## GIVEN RECORDS
+++
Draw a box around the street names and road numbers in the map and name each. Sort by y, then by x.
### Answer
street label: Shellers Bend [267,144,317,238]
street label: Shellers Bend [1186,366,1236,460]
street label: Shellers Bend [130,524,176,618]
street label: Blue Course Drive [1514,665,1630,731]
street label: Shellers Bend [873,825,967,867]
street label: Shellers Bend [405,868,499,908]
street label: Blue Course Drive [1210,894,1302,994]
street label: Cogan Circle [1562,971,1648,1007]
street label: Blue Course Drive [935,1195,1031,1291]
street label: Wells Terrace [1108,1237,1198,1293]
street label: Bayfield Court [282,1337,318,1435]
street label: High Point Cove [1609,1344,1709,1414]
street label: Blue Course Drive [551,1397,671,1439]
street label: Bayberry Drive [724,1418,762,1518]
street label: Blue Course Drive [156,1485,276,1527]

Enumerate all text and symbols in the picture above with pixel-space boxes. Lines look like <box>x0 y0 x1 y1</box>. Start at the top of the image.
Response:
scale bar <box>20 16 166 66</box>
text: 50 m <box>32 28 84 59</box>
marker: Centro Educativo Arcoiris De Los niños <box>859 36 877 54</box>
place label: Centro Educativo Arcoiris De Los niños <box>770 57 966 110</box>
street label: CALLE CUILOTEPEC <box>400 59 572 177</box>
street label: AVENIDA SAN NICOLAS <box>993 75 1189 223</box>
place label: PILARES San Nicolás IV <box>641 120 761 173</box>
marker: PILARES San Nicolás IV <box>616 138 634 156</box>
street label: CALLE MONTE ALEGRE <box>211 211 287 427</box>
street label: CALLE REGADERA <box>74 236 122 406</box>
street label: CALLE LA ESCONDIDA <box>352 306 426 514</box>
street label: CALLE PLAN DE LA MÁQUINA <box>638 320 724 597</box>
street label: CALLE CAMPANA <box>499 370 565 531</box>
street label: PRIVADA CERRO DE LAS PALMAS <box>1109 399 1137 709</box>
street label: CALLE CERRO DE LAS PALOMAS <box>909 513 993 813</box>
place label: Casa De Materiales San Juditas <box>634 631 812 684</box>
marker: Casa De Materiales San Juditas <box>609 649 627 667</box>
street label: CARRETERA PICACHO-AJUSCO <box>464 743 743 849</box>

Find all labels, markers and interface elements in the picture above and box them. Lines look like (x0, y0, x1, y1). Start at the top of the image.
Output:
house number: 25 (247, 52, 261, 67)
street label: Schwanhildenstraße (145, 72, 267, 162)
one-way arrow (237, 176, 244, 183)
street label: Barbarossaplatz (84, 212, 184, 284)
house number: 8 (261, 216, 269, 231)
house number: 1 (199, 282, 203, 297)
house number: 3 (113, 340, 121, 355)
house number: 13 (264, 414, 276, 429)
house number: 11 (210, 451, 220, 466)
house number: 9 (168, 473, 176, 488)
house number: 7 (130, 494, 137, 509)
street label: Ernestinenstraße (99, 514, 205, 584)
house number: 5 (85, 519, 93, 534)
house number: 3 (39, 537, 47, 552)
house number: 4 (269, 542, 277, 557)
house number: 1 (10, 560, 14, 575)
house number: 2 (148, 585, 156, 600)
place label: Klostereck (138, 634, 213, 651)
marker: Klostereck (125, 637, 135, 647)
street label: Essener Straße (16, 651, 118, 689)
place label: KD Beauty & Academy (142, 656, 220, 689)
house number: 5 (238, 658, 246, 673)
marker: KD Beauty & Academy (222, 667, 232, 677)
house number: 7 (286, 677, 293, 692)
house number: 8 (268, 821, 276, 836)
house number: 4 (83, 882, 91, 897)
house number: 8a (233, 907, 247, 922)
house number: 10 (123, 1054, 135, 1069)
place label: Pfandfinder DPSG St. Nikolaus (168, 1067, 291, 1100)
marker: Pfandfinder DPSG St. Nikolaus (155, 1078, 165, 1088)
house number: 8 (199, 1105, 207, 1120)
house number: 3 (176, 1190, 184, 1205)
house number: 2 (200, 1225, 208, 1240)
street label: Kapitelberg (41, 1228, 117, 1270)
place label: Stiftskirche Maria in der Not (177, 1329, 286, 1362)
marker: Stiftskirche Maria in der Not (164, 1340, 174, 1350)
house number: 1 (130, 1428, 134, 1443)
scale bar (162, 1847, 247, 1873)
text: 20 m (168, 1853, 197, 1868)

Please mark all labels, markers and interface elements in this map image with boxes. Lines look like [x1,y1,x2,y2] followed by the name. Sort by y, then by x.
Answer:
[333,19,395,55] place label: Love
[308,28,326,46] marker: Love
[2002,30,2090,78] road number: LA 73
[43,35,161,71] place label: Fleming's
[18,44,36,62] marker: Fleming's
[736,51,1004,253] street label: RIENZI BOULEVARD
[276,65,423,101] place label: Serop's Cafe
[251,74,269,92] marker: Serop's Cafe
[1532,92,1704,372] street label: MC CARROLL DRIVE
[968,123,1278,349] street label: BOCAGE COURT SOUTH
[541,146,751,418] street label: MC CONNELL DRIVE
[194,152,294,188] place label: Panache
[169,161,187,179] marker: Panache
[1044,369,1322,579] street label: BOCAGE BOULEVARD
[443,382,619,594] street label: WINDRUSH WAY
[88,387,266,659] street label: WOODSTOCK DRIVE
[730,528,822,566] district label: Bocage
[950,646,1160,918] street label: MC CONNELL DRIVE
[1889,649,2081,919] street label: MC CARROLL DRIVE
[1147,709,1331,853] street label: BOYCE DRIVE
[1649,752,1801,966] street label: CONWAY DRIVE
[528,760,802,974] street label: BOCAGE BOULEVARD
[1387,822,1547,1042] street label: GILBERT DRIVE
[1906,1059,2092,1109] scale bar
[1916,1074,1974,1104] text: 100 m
+++
## DIRECTIONS FOR THIS TASK
The expected output is the exact run of lines from the start of the entries through the line with "Enumerate all text", inclusive.

## OUTPUT
Draw a box around the street names and road numbers in the map and name each. Sort by y, then by x.
### Answer
street label: Shellers Bend [267,144,317,238]
street label: Shellers Bend [1186,366,1236,460]
street label: Shellers Bend [130,524,176,618]
street label: Blue Course Drive [1514,665,1630,731]
street label: Shellers Bend [873,825,967,867]
street label: Shellers Bend [405,868,499,908]
street label: Blue Course Drive [1210,894,1302,994]
street label: Cogan Circle [1562,971,1648,1007]
street label: Blue Course Drive [935,1195,1031,1291]
street label: Wells Terrace [1108,1237,1198,1293]
street label: Bayfield Court [282,1337,318,1435]
street label: High Point Cove [1609,1344,1709,1414]
street label: Blue Course Drive [551,1397,671,1439]
street label: Bayberry Drive [724,1418,762,1518]
street label: Blue Course Drive [156,1485,276,1527]

Enumerate all text and symbols in the picture above with pixel-space boxes. Lines look like <box>x0 y0 x1 y1</box>. Start at the top of the image.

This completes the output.